Marijuana and Your Kids
Why do young people use marijuana?
Young persons begin to use marijuana for many reasons. It could be curiosity. It could be a desire to fit into a social group. They may have friends who use drugs and these friends may urge them to try using (peer pressure).
Teenagers who have already started smoking cigarettes or drink alcohol are at a heightened risk of starting using marijuana.
Children or teens with undiagnosed or untreated mental disorders such as ADHD, conduct disorder, depression or anxiety) are also at risk. Individuals who have been sexually abused or bullied are also highly vulnerable to drugs intake at an early age.
For some kids, taking drugs is a means to coping with uncomfortable feelings such anxiety, anger, depression, boredom and stress at school. However, getting high is actually a way of escaping the problems, not learning how to deal with them.
Research indicates that another factor that initiates kids into alcohol or drugs is the family members’ use of such substances at home. Parents, uncles and aunts, and elder siblings are role models kids tend to follow.
Thus we can say that all aspects of the kids’ environment – school, home, friends – can trigger drug or alcohol use.
How can you prevent your child from using marijuana?
There is no magic formula for preventing your children from using drugs. However, research has indicated that parents have a significant influence on their kids. To begin, talk openly with your kids. And stay actively engaged in their daily lives.
Here are some facts about marijuana that research supports. These brief findings are supported by scientific evidence. These findings can help you and your child separate fact from fiction.
Facts about marijuana:
Marijuana can be addictive. If a person uses marijuana repeatedly, it leads to addiction – which means the person cannot stop using the drug, even if he or she wants to. This is despite the fact that the drug use may be having adverse effects on his life.
According to statistics available, Marijuana causes strong addiction in approximately 9%, or about 1 in 11, of those who use it even once. For those who start in their teens, this rate increases to 1 in 6, or 17%, and 25–50 percent among daily users.
Marijuana use gradually affects the user so much that he or she usually requires treatment. Among youth in addiction treatment, marijuana accounts for the largest percentage of admissions: 74 percent among those in the age group of 12–14 years, and 76 percent among those 15–17.

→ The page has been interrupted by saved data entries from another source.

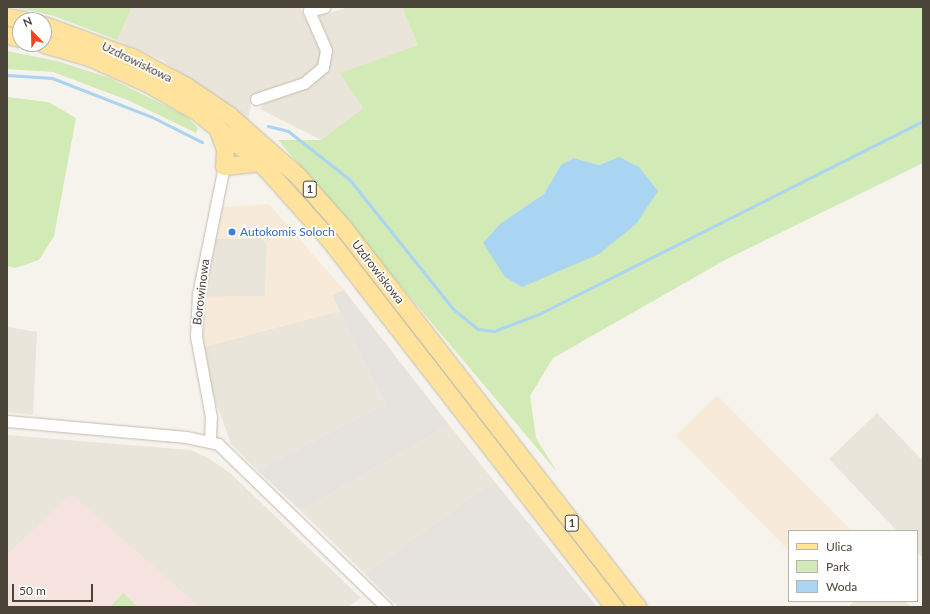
<!DOCTYPE html>
<style>
body{margin:0}
#map{position:relative;width:930px;height:614px;overflow:hidden;background:#f6f3ec;font-family:Lato,sans-serif}
div>[style]{position:absolute}
[style*='--x']{left:calc(var(--x)*1px);top:calc(var(--y)*1px);width:calc(var(--w)*1px);rotate:calc(var(--a)*1deg)}
.residential>*{inset:0;background:#eae5da}
.commercial>*{inset:0;background:#f7ead8}
.industrial>*{inset:0;background:#e6e2dd}
.medical>*{inset:0;background:#f6e3e0}
.green>*{inset:0;background:#d2eab5}
.water>*{inset:0;background:#a9d4f2}
.stream>*{height:3px;margin:-1.5px;padding:0 1.5px;transform-origin:1.5px;border-radius:1.5px;background:#a9d4f2}
.roads{filter:drop-shadow(0 0 1px #c2bbae) drop-shadow(0 0 1px #c2bbae)}
.minor>*{height:11px;margin:-5.5px;padding:0 5.5px;transform-origin:5.5px;border-radius:5.5px;background:#fff}
.primary>*{height:17px;margin:-8.5px;padding:0 8.5px;transform-origin:8.5px;border-radius:8.5px;background:#ffe39c}
.dots>*{width:11px;height:11px;translate:-50% -50%;box-sizing:border-box;border:2px solid #fff;border-radius:50%}
span{translate:-50% -50%;white-space:nowrap;text-align:center;line-height:1.15;-webkit-text-stroke:3.5px #fff;paint-order:stroke}
.shield-label span{padding:1px 3px;background:#fff;border:1px solid;border-radius:3px;-webkit-text-stroke-width:0}
.shield-label{font-size:11px;color:#4b4439;font-weight:700}
.street-label{font-size:12px;color:#4b4439}
.shop-label{font-size:12px;color:#366cbe}
.left{translate:0 -50%;text-align:left}
.frame{position:absolute;inset:0;border:8px solid #4b4439;pointer-events:none}
.legend{position:absolute;left:788px;top:530px;width:130px;height:72px;box-sizing:border-box;background:#fff;border:1px solid #b7b4b0;margin:0;padding:5px 7px;list-style:none;font-size:12px;color:#4b4439}
.legend li{display:flex;align-items:center;gap:8px;height:20px}
.legend b{width:20px;border:1px solid #b7b4b0}
.north{position:absolute;left:12px;top:12px;width:40px;height:40px;box-sizing:border-box;background:#fff;border:1px solid #b7b4b0;border-radius:50%;rotate:337deg;font-size:11px;font-weight:700;line-height:16px;text-align:center;color:#4b4439}
.north::after{content:'';display:block;margin:auto;width:14px;height:18px;background:#fc3f1d;clip-path:polygon(50% 0,100% 100%,50% 72%,0 100%)}
.scale{position:absolute;left:12px;top:584px;width:81px;height:18px;box-sizing:border-box;border:2px solid #4b4439;border-top:0;padding-left:5px;font-size:12px;line-height:14px;white-space:nowrap;color:#4b4439;-webkit-text-stroke:3px #fff;paint-order:stroke}
</style>
<div id="map">
<div class="residential">
<i style="clip-path:polygon(132px 7px,300px 7px,321px 51px,319px 64px,300px 81px,252px 97px,248px 122px,162px 60px,117px 40px)"></i>
<i style="clip-path:polygon(349px 7px,402px 7px,418px 45px,341px 73px,363px 108px,321px 140px,260px 109px,265px 102px,307px 86px,329px 68px,333px 51px,319px 16px)"></i>
<i style="clip-path:polygon(262px 238px,267px 245px,265px 296px,205px 297px,216px 239px)"></i>
<i style="clip-path:polygon(340px 311px,386px 404px,257px 470px,231px 444px,213px 394px,203px 347px)"></i>
<i style="clip-path:polygon(7px 327px,37px 332px,33px 415px,7px 412px)"></i>
<i style="clip-path:polygon(877px 413px,923px 461px,923px 558px,917px 552px,917px 531px,897px 531px,829px 459px)"></i>
<i style="clip-path:polygon(449px 425px,494px 481px,365px 574px,301px 511px)"></i>
<i style="clip-path:polygon(7px 435px,190px 450px,207px 457px,230px 473px,361px 598px,348px 607px,199px 607px,71px 495px,7px 555px)"></i>
<i style="clip-path:polygon(854px 601px,905px 601px,911px 607px,848px 607px)"></i>
</div>
<div class="commercial">
<i style="clip-path:polygon(269px 204px,344px 290px,332px 295px,340px 311px,203px 347px,205px 297px,265px 296px,267px 245px,262px 238px,216px 239px,222px 207px)"></i>
<i style="clip-path:polygon(717px 395px,852px 531px,789px 531px,789px 551px,676px 436px)"></i>
</div>
<div class="industrial">
<i style="clip-path:polygon(344px 290px,449px 425px,301px 511px,257px 470px,386px 404px,332px 295px)"></i>
<i style="clip-path:polygon(494px 481px,597px 607px,398px 607px,365px 574px)"></i>
</div>
<div class="medical">
<i style="clip-path:polygon(71px 494px,199px 607px,7px 607px,7px 555px)"></i>
</div>
<div class="green">
<i style="clip-path:polygon(14px 7px,132px 7px,117px 40px,54px 16px)"></i>
<i style="clip-path:polygon(evenodd,402px 7px,923px 7px,923px 163px,725px 260px,553px 358px,530px 396px,536px 438px,557px 472px,278px 140px,321px 140px,363px 108px,340px 73px,418px 45px,402px 7px,619px 157px,501px 223px,544px 194px,561px 165px,574px 158px,599px 165px,619px 157px)"></i>
<i style="clip-path:polygon(7px 51px,57px 61px,110px 78px,186px 116px,198px 128px,196px 133px,130px 101px,53px 72px,7px 69px)"></i>
<i style="clip-path:polygon(7px 97px,48px 102px,76px 118px,54px 236px,39px 260px,15px 268px,7px 266px)"></i>
<i style="clip-path:polygon(123px 593px,138px 607px,111px 606px)"></i>
</div>
<div class="water">
<i style="clip-path:polygon(619px 157px,639px 167px,658px 191px,636px 224px,599px 254px,522px 287px,505px 277px,483px 243px,501px 223px,544px 194px,561px 165px,574px 158px,599px 165px)"></i>
</div>
<div class="stream">
<i style="--x:7;--y:75;--w:45;--a:3.8"></i>
<i style="--x:52;--y:78;--w:107;--a:21.3"></i>
<i style="--x:152;--y:117;--w:56;--a:26.6"></i>
<i style="--x:268;--y:126;--w:21;--a:14"></i>
<i style="--x:288;--y:131;--w:78;--a:38.2"></i>
<i style="--x:349;--y:179;--w:166;--a:51.3"></i>
<i style="--x:453;--y:309;--w:32;--a:39"></i>
<i style="--x:478;--y:329;--w:16;--a:7"></i>
<i style="--x:494;--y:331;--w:48;--a:-20.7"></i>
<i style="--x:539;--y:314;--w:430;--a:-26.7"></i>
</div>
<div class="roads">
<div class="minor">
<i style="--x:256;--y:99;--w:51;--a:-18.4"></i>
<i style="--x:304;--y:83;--w:25;--a:-40"></i>
<i style="--x:323;--y:67;--w:17;--a:-80"></i>
<i style="--x:326;--y:50;--w:43;--a:-113.6"></i>
<i style="--x:309;--y:11;--w:16;--a:-15"></i>
<i style="--x:7;--y:421;--w:180;--a:5.1"></i>
<i style="--x:186;--y:437;--w:33;--a:12"></i>
<i style="--x:218;--y:444;--w:234;--a:44.1"></i>
<i style="--x:210;--y:441;--w:24;--a:-88"></i>
<i style="--x:211;--y:417;--w:82;--a:-100.5"></i>
<i style="--x:196;--y:336;--w:42;--a:-87.3"></i>
<i style="--x:198;--y:294;--w:131;--a:-78.5"></i>
</div>
<div class="primary">
<i style="--x:7;--y:17;--w:17;--a:10"></i>
<i style="--x:44;--y:25;--w:94;--a:20"></i>
<i style="--x:132;--y:57;--w:61;--a:28.2"></i>
<i style="--x:186;--y:86;--w:52;--a:34"></i>
<i style="--x:229;--y:115;--w:92;--a:41.5"></i>
<i style="--x:298;--y:176;--w:67;--a:48.7"></i>
<i style="--x:342;--y:226;--w:482;--a:52.2"></i>
<i style="--x:7;--y:35;--w:13;--a:13"></i>
<i style="--x:44;--y:44;--w:47;--a:16.1"></i>
<i style="--x:89;--y:57;--w:64;--a:24.1"></i>
<i style="--x:147;--y:83;--w:56;--a:29.7"></i>
<i style="--x:196;--y:111;--w:82;--a:38.6"></i>
<i style="--x:260;--y:162;--w:102;--a:48.2"></i>
<i style="--x:328;--y:238;--w:467;--a:52.2"></i>
<i style="--x:217;--y:127;--w:23;--a:70"></i>
<i style="--x:225;--y:149;--w:17;--a:93"></i>
<i style="--x:224;--y:166;--w:36;--a:-6"></i>
</div>
</div>
<div class="dots">
<i style="left:232px;top:232px;background:#3f7fe0"></i>
</div>
<div class="shield-label">
<span style="left:310px;top:189px">1</span>
<span style="left:572px;top:523px">1</span>
</div>
<div class="street-label">
<span style="left:137px;top:62px;rotate:26deg">Uzdrowiskowa</span>
<span style="left:378px;top:272px;rotate:52deg">Uzdrowiskowa</span>
<span style="left:201px;top:292px;rotate:-83deg">Borowinowa</span>
</div>
<div class="shop-label">
<span class="left" style="left:240px;top:232px">Autokomis Soloch</span>
</div>
<div class="frame"></div>
<ul class="legend">
<li><b style="height:5px;background:#ffe39c"></b>Ulica</li>
<li><b style="height:11px;background:#d2eab5"></b>Park</li>
<li><b style="height:11px;background:#a9d4f2"></b>Woda</li>
</ul>
<div class="north">N</div>
<div class="scale">50 m</div>
</div>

Marijuana is unsafe if you are behind the wheel. Marijuana impairs judgment and compromises other skills required for safe driving: alertness, concentration, coordination, and reaction time. A person who is high on Marijuana cannot judge distances accurately nor react appropriately to signals and sounds on the road.
Marijuana is the most commonly identified illegal drug in fatal road accidents (found in the bloodstream of about 14 percent of drivers), sometimes in combination with alcohol or other drugs. By itself, marijuana almost doubles a driver’s chances of being in an accident, and the combination of marijuana and even small amounts of alcohol is even more perilous.

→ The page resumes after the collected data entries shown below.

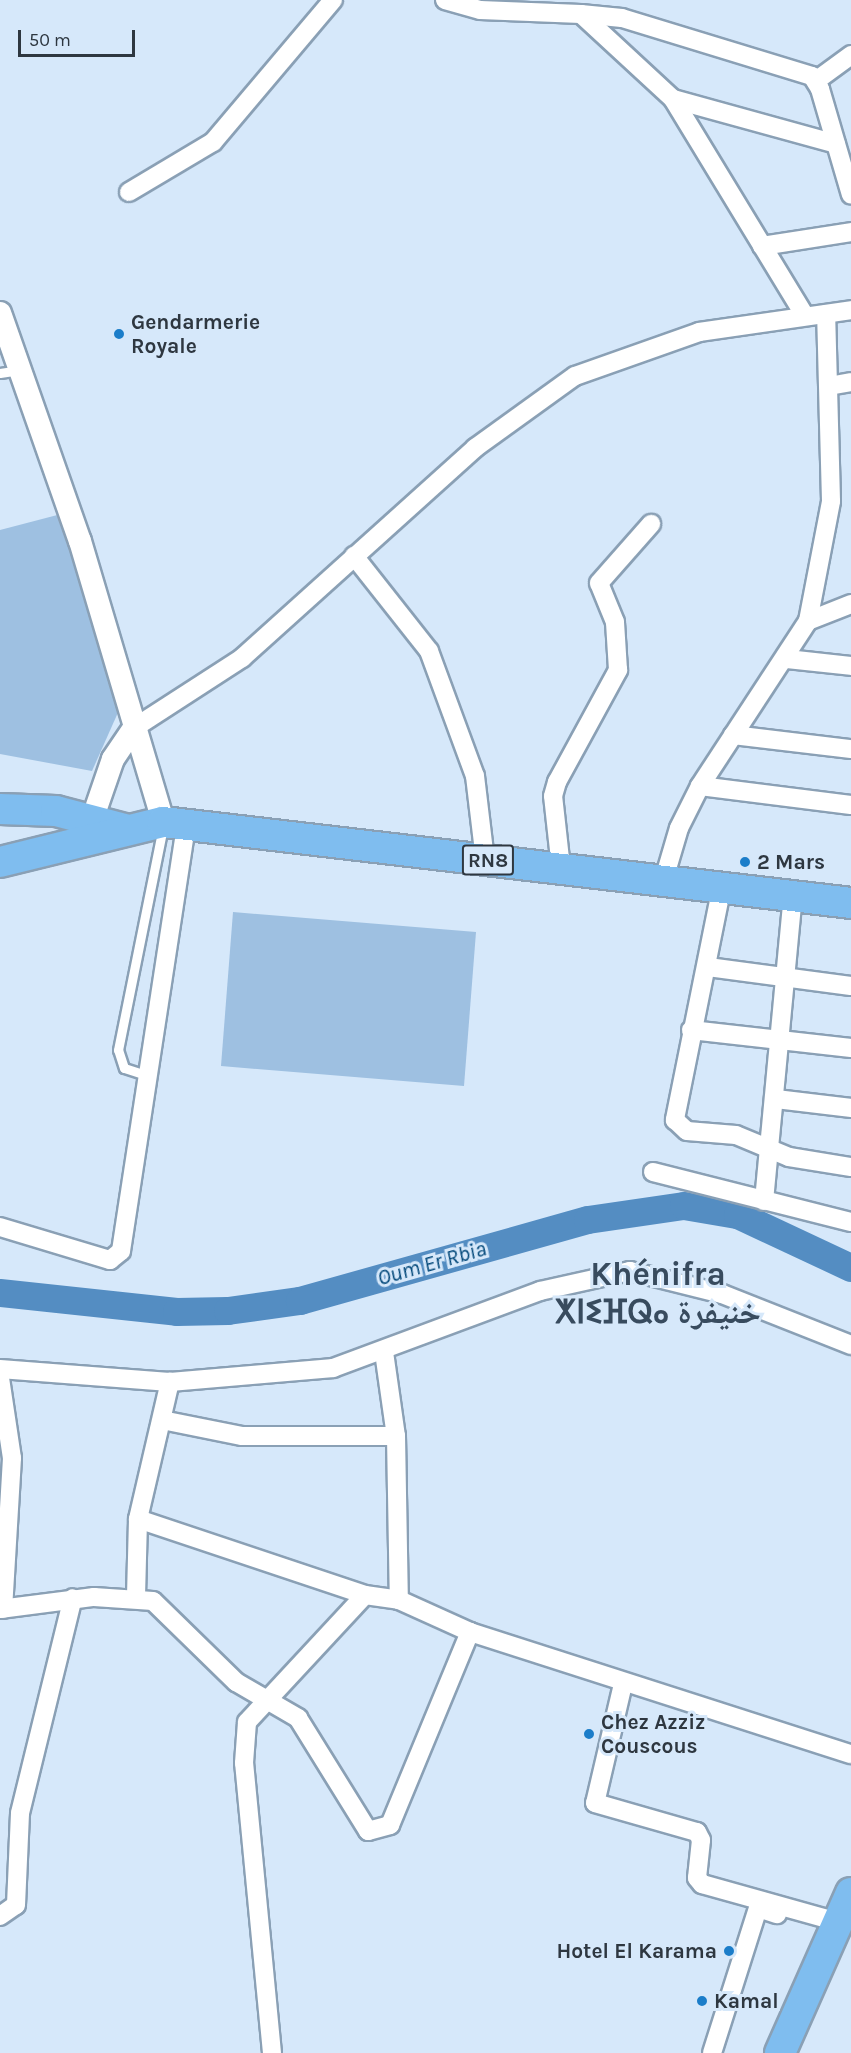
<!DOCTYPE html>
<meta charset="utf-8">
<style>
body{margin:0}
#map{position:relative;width:851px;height:2053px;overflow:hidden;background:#d6e8fa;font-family:Karla,"Noto Naskh Arabic","Noto Sans Tifinagh",sans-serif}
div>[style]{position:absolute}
.green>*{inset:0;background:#9ec0e1}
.river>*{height:28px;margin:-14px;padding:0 14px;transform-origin:14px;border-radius:14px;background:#548dc2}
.roads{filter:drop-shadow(2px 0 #8aa0b5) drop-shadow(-2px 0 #8aa0b5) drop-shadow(0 2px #8aa0b5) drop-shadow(0 -2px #8aa0b5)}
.service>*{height:9px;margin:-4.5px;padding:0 4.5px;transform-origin:4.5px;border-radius:4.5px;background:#fff}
.minor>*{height:18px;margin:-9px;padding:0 9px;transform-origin:9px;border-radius:9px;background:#fff}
.tertiary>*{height:22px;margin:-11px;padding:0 11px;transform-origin:11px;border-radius:11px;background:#fff}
.primary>*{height:30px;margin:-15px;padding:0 15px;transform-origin:15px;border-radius:15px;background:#7fbdef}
.dots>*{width:16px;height:16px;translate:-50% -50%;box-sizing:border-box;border:3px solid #d6e8fa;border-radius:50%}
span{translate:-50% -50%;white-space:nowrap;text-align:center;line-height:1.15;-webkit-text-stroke:6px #d6e8fa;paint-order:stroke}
.shield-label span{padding:2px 4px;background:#d6e8fa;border:2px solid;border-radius:4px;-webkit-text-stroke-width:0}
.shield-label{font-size:20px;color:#2e3740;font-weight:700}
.poi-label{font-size:21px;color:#2e3740;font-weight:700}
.left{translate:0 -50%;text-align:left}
.right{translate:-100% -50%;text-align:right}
.water-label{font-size:22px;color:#014779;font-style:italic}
.town-label{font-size:33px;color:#384b5e;font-weight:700}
.scale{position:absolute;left:18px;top:30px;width:117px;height:27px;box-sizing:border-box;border:3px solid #2e3740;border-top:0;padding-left:8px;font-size:18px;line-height:21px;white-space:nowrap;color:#2e3740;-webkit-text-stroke:4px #d6e8fa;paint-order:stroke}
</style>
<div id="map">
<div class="green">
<div style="clip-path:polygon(65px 513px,120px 708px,92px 771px,0 754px,0 530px)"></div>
<div style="clip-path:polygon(233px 912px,476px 932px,464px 1086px,221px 1066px)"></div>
</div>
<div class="river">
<div style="left:0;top:1293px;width:178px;rotate:6.1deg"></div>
<div style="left:177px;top:1312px;width:51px;rotate:-1.1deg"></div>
<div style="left:228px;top:1311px;width:73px;rotate:-7.9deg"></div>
<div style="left:300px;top:1301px;width:299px;rotate:-15.7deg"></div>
<div style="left:588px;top:1220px;width:97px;rotate:-8.3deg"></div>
<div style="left:684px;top:1206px;width:55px;rotate:9.5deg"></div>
<div style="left:738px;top:1215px;width:125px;rotate:25.1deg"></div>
</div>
<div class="roads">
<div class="service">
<div style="left:0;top:373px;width:18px;rotate:-9deg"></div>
<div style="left:149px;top:1076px;width:26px;rotate:-162deg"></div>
<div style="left:124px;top:1068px;width:19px;rotate:-108deg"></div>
<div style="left:118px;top:1050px;width:227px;rotate:-78.6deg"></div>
</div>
<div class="minor">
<div style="left:445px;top:0;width:36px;rotate:16deg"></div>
<div style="left:480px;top:10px;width:101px;rotate:2.3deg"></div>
<div style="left:817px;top:80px;width:42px;rotate:-36.3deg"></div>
<div style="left:673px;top:99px;width:169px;rotate:15.4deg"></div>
<div style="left:129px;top:192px;width:98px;rotate:-30.8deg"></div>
<div style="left:213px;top:142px;width:186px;rotate:-49.8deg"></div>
<div style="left:762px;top:246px;width:90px;rotate:-8.9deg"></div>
<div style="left:805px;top:316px;width:254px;rotate:-121.3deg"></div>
<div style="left:673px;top:99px;width:125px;rotate:-137.3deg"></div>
<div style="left:581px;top:14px;width:41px;rotate:5.6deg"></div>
<div style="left:622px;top:18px;width:199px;rotate:17deg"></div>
<div style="left:812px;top:76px;width:15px;rotate:58deg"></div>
<div style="left:820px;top:89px;width:110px;rotate:73.7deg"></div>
<div style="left:829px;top:386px;width:22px;rotate:-10deg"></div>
<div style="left:354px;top:556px;width:121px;rotate:51.7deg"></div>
<div style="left:429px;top:651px;width:133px;rotate:69.8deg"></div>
<div style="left:475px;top:776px;width:85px;rotate:83.2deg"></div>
<div style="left:808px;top:621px;width:46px;rotate:-21.6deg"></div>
<div style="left:787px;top:659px;width:64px;rotate:6.2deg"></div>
<div style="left:134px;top:728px;width:129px;rotate:-32.9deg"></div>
<div style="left:242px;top:658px;width:314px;rotate:-42deg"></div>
<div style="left:475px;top:448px;width:123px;rotate:-35.8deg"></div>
<div style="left:575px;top:376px;width:132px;rotate:-19.5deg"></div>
<div style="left:699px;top:332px;width:154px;rotate:-8.2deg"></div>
<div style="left:733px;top:735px;width:119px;rotate:6.8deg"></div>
<div style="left:700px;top:786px;width:152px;rotate:7.2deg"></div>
<div style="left:561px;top:868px;width:72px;rotate:-96.3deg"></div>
<div style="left:553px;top:796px;width:15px;rotate:-74deg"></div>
<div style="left:557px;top:782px;width:128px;rotate:-61.4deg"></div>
<div style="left:618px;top:670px;width:48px;rotate:-93.6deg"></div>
<div style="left:615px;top:622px;width:42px;rotate:-112.3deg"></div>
<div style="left:599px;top:583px;width:79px;rotate:-48.6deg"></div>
<div style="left:664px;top:879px;width:53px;rotate:-73.6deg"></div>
<div style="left:679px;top:828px;width:47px;rotate:-63.4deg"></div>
<div style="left:700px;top:786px;width:197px;rotate:-56.8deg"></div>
<div style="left:808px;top:621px;width:122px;rotate:-79.1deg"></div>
<div style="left:831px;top:501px;width:187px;rotate:-91.5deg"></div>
<div style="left:722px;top:886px;width:239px;rotate:101.4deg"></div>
<div style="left:675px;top:1120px;width:16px;rotate:43deg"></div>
<div style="left:687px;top:1131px;width:49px;rotate:4.7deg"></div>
<div style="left:736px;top:1135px;width:57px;rotate:22.5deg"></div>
<div style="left:789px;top:1157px;width:63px;rotate:9.2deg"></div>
<div style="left:708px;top:967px;width:144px;rotate:7.6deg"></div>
<div style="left:691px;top:1030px;width:161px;rotate:6.4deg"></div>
<div style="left:776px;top:1099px;width:76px;rotate:6.8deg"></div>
<div style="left:653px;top:1172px;width:204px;rotate:14.2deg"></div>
<div style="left:764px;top:1201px;width:307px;rotate:-84.6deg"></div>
<div style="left:0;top:1227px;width:115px;rotate:16.7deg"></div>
<div style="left:110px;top:1260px;width:14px;rotate:-39deg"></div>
<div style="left:121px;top:1251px;width:432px;rotate:-81.3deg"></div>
<div style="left:384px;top:1352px;width:85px;rotate:81.9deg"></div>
<div style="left:396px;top:1436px;width:164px;rotate:89deg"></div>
<div style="left:0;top:1369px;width:170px;rotate:4.4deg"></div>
<div style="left:170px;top:1382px;width:164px;rotate:-4.9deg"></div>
<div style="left:333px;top:1368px;width:221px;rotate:-20.4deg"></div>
<div style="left:540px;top:1291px;width:92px;rotate:-12.5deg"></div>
<div style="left:630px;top:1271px;width:95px;rotate:14deg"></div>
<div style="left:722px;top:1294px;width:139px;rotate:21.6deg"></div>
<div style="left:0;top:1378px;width:81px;rotate:81.5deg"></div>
<div style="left:12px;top:1458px;width:151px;rotate:93.4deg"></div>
<div style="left:162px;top:1420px;width:82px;rotate:11.3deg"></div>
<div style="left:242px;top:1436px;width:154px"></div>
<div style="left:138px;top:1519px;width:239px;rotate:18.5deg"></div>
<div style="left:365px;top:1595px;width:34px;rotate:8deg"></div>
<div style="left:399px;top:1600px;width:78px;rotate:24.3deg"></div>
<div style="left:470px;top:1632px;width:400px;rotate:17.8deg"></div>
<div style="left:136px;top:1596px;width:77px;rotate:-88.5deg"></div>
<div style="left:138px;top:1519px;width:141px;rotate:-76.9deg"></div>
<div style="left:0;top:1609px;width:95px;rotate:-7.3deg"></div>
<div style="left:94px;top:1597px;width:59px;rotate:3.9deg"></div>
<div style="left:153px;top:1601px;width:116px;rotate:44.3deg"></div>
<div style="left:236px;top:1682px;width:72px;rotate:30.1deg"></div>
<div style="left:298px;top:1718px;width:133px;rotate:58.2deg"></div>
<div style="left:368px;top:1831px;width:23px;rotate:-15deg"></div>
<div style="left:390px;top:1825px;width:209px;rotate:-67.5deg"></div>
<div style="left:623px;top:1684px;width:122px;rotate:103.2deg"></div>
<div style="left:595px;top:1803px;width:106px;rotate:15.9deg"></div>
<div style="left:697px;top:1832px;width:9px;rotate:63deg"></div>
<div style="left:701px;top:1840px;width:38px;rotate:96deg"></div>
<div style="left:697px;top:1878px;width:8px;rotate:50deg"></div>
<div style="left:702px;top:1884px;width:141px;rotate:15.6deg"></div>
<div style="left:0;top:1916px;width:19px;rotate:-35deg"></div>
<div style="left:16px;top:1905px;width:92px;rotate:-87.5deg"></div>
<div style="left:20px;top:1813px;width:221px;rotate:-76.2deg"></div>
<div style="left:272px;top:2053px;width:291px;rotate:-95.5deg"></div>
<div style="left:244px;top:1763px;width:41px;rotate:-85.8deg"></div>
<div style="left:247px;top:1722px;width:173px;rotate:-47.1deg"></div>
<div style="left:712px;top:2053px;width:152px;rotate:-72.4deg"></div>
<div style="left:758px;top:1908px;width:20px;rotate:18deg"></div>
</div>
<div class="tertiary">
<div style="left:0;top:313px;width:242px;rotate:70.7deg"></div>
<div style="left:80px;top:541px;width:293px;rotate:73.5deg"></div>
<div style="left:93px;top:817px;width:61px;rotate:-71deg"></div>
<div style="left:113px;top:759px;width:37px;rotate:-56deg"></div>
</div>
<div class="primary">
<div style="left:0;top:809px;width:56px;rotate:2deg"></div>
<div style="left:56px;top:811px;width:71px;rotate:14.6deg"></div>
<div style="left:0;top:862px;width:168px;rotate:-13.8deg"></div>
<div style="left:163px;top:822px;width:693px;rotate:6.71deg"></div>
<div style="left:780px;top:2053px;width:175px;rotate:-66.1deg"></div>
</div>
</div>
<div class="dots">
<div style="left:119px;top:334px;background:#1b7dc9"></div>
<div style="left:745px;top:862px;background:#1b7dc9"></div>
<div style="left:589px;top:1734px;background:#1b7dc9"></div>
<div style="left:729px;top:1951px;background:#1b7dc9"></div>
<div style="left:702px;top:2001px;background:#1b7dc9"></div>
</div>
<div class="shield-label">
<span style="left:488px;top:860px">RN8</span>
</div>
<div class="poi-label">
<span class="left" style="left:131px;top:334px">Gendarmerie<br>Royale</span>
<span class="left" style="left:757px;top:862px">2 Mars</span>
<span class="left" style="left:601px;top:1734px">Chez Azziz<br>Couscous</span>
<span class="right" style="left:717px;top:1951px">Hotel El Karama</span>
<span class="left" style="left:714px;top:2001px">Kamal</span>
</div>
<div class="water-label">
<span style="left:432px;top:1264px;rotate:-16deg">Oum Er Rbia</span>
</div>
<div class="town-label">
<span style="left:658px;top:1294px">Khénifra<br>ⵅⵏⵉⴼⵕⴰ خنيفرة</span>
</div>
<div class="scale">50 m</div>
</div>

Marijuana is associated with school failure. Marijuana causes what is known as ‘demotivation syndrome’. It reduces attention span, affects memory, and erodes learning abilities. A person who smokes marijuana regularly will be functioning at a reduced intellectual level. A recent study indicated that people who begin using marijuana heavily as teens permanently lose an average of 8 points in IQ by mid-adulthood.
Students who smoke marijuana score lower grades compared with their nonsmoking peers. Marijuana smokers are also more likely to drop out of school.
It has been observed that long-term marijuana users report decreased overall life satisfaction, compounded by diminished mental and physical health, memory and relationship problems, lower salaries, self-esteem issues and fewer friends.
Marijuana can cause psychosis. There is increasing evidence that marijuana can cause serious mental health problems such as ‘cannabis psychosis’. The individual experiences disturbed perception and irrational thoughts, including paranoia. In people who already have a genetic loading (history of mental health issues in family), the drug can trigger an episode. Those who have preexisting vulnerability or are already affected by mental diseases such as schizophrenia, marijuana use can worsen psychotic symptoms.
Hope Trust rehab in India gets several cases of marijuana addiction every month. Some of these are dual diagnosis cases (addiction along with a psychiatric problem) and there is adequate evidence to suggest that psychiatric problems and marijuana are somehow linked.